# Friday the animated series



## Bender (Jun 14, 2007)

Anybody hear about it? 

I can't wait to see it.


----------



## Seto Kaiba (Jun 14, 2007)

I'm not enthusiastic...


----------



## Nizuma Eiji (Jun 15, 2007)

Hell me neither.


----------



## Pein (Jun 15, 2007)

what's friday


----------



## Bender (Jun 15, 2007)

ZeroDegrees said:


> what's friday



A series about the hood that stars Ice Cube  who plays a young man  called Craig and his homie Smoke. Not a  bad series. The first movie was the best. Everything else was just plain awful.


----------



## Sean Connery (Jun 15, 2007)

Blaze of Glory said:


> Anybody hear about it?
> 
> I can't wait to see it.



your kidding right


----------



## spaZ (Jun 15, 2007)

.....they are making it a animated show? you got to be fucking kidding?


----------



## Bear Walken (Jun 15, 2007)

I'm guessing The Boondocks inspired the creators to do this.


----------



## Dimezanime88 (Jun 15, 2007)

Bear Walken said:


> I'm guessing The Boondocks inspired the creators to do this.
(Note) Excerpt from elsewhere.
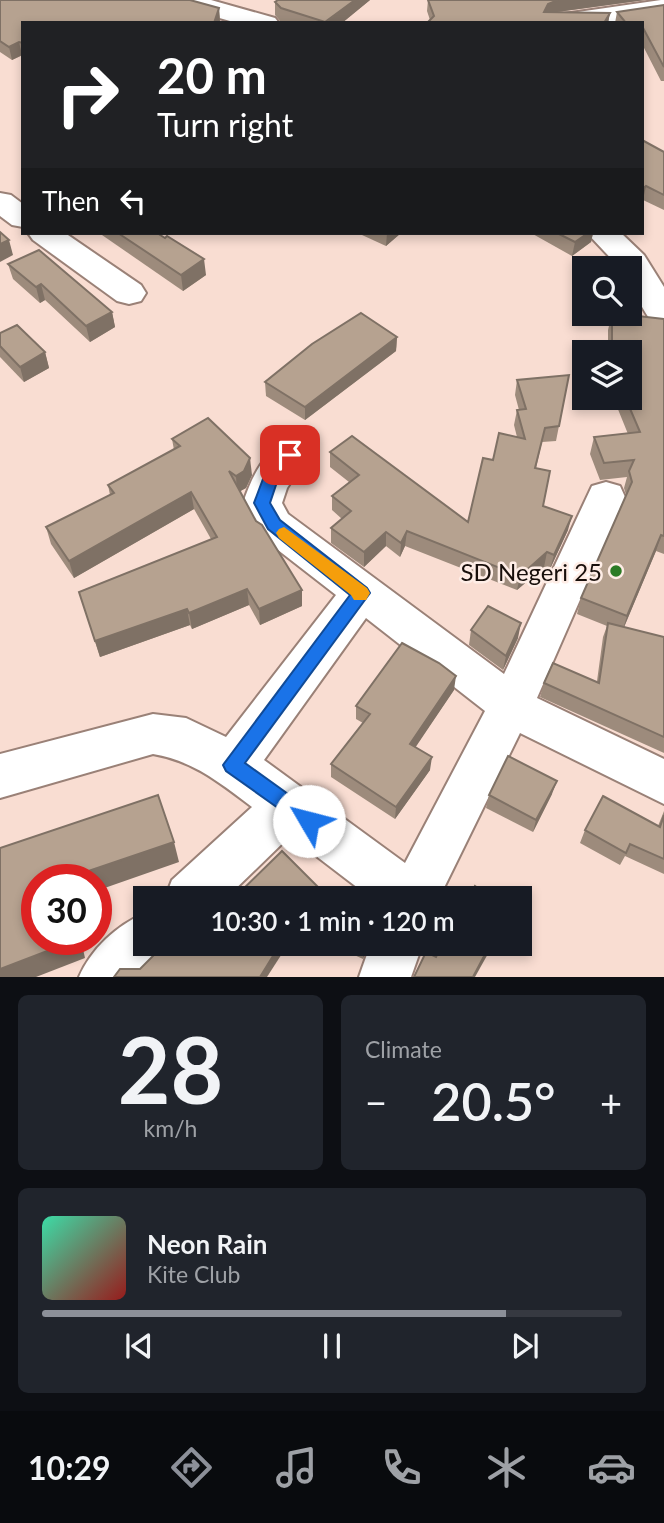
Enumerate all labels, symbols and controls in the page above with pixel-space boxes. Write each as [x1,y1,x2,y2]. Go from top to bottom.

I could see that being a possibility.


----------



## rockstar sin (Jun 15, 2007)

Yeah I seen the preview for it and I don't know what to say.  Friday the animated series?
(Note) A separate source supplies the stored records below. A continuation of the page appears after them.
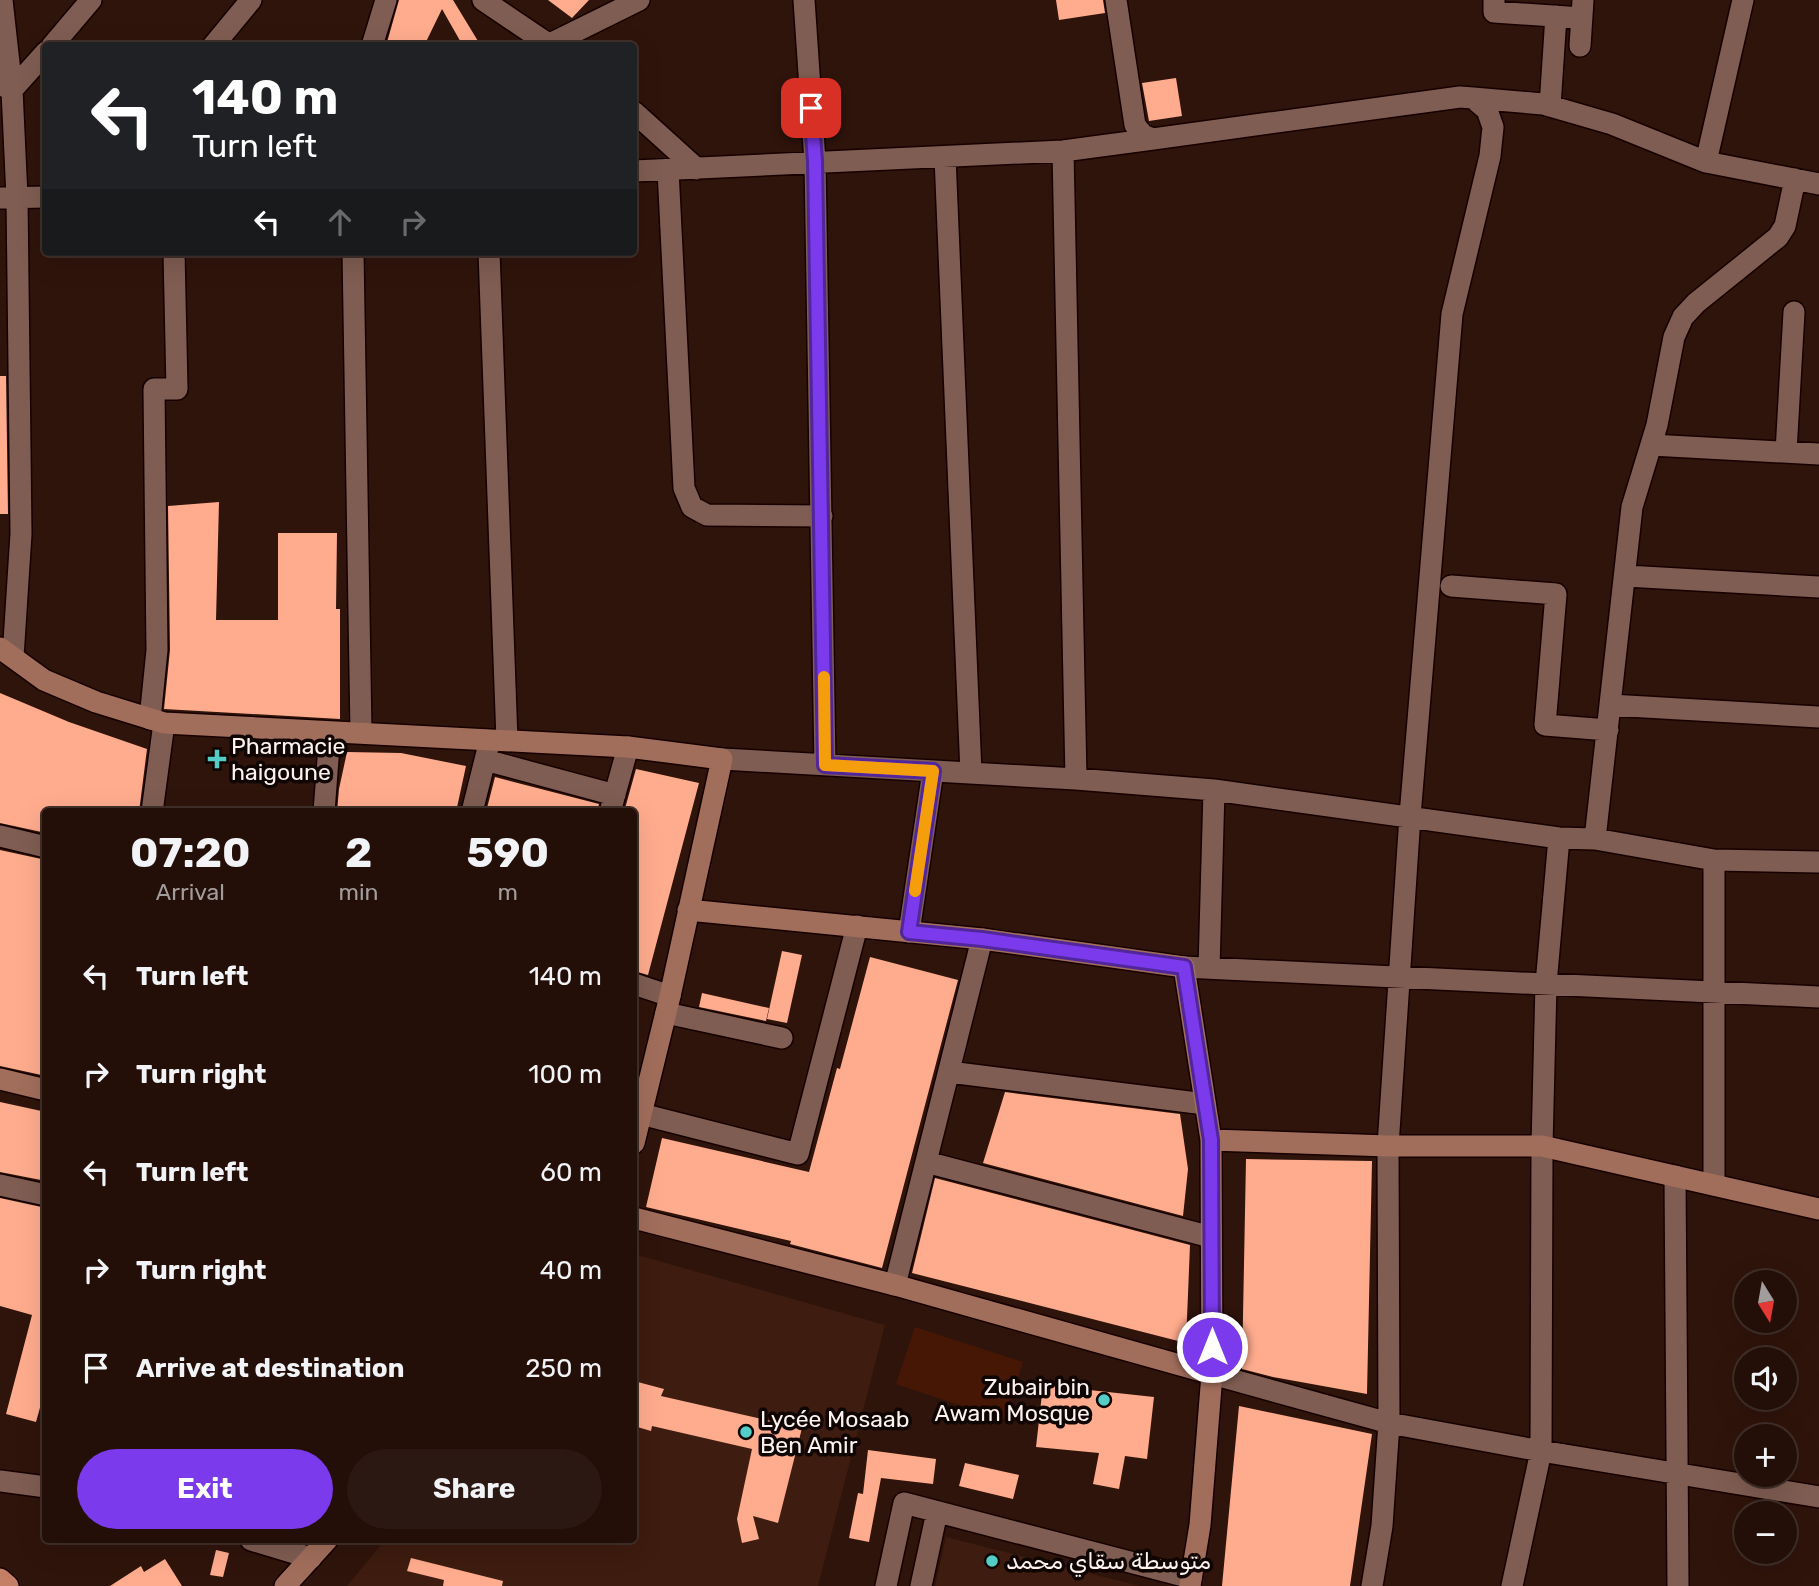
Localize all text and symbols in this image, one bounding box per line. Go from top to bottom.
text: 140 m [192,68,338,126]
icon: left [77,70,168,161]
pin [781,78,841,138]
icon: arrive [792,89,830,127]
text: Turn left [192,127,317,165]
icon: left [248,203,286,241]
icon: ahead [321,203,359,241]
icon: right [394,203,432,241]
place label: Pharmacie haigoune [231,732,346,786]
marker: Pharmacie haigoune [209,751,225,767]
text: 07:20 [130,828,251,878]
text: 2 [345,828,372,878]
text: 590 [466,828,549,878]
text: Arrival [156,878,225,906]
text: min [339,878,379,906]
text: m [498,878,518,906]
icon: left [77,957,115,995]
text: Turn left [136,961,248,992]
text: 140 m [529,961,602,992]
icon: right [77,1055,115,1093]
text: Turn right [136,1059,266,1090]
text: 100 m [528,1059,602,1090]
icon: left [77,1153,115,1191]
text: Turn left [136,1157,248,1188]
text: 60 m [540,1157,602,1188]
icon: right [77,1251,115,1289]
text: Turn right [136,1255,266,1286]
text: 40 m [540,1255,602,1286]
north arrow [1734,1270,1797,1334]
map controls [1734,1270,1797,1564]
position arrow [1175,1310,1249,1384]
button: sound [1734,1347,1797,1410]
icon: arrive [77,1349,115,1387]
text: Arrive at destination [136,1353,404,1384]
text: 250 m [525,1353,602,1384]
place label: Zubair bin Awam Mosque [935,1373,1090,1427]
marker: Zubair bin Awam Mosque [1096,1392,1112,1408]
place label: Lycée Mosaab Ben Amir [760,1405,909,1459]
marker: Lycée Mosaab Ben Amir [738,1424,754,1440]
button: + [1734,1424,1797,1487]
button: Exit [77,1449,333,1529]
button: Share [347,1449,602,1529]
button: − [1734,1501,1797,1564]
place label: متوسطة سقاي محمد [1006,1547,1211,1578]
marker: متوسطة سقاي محمد [984,1553,1000,1569]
I was going to post the video but youtube removed it.


----------



## Magoichi (Jun 15, 2007)

You know I don't see it working.

Well, I need to see a preview.


----------



## Tokio_no_Go (Jun 15, 2007)

Dear god, it looks terrible. I'm really hoping that its not as bad as I think its gonna be.
Though I did like the end of that preview, at the end when their sittin there and gonna toke up...
_Friday... I got nothin to do today..._
Haha, classic.


----------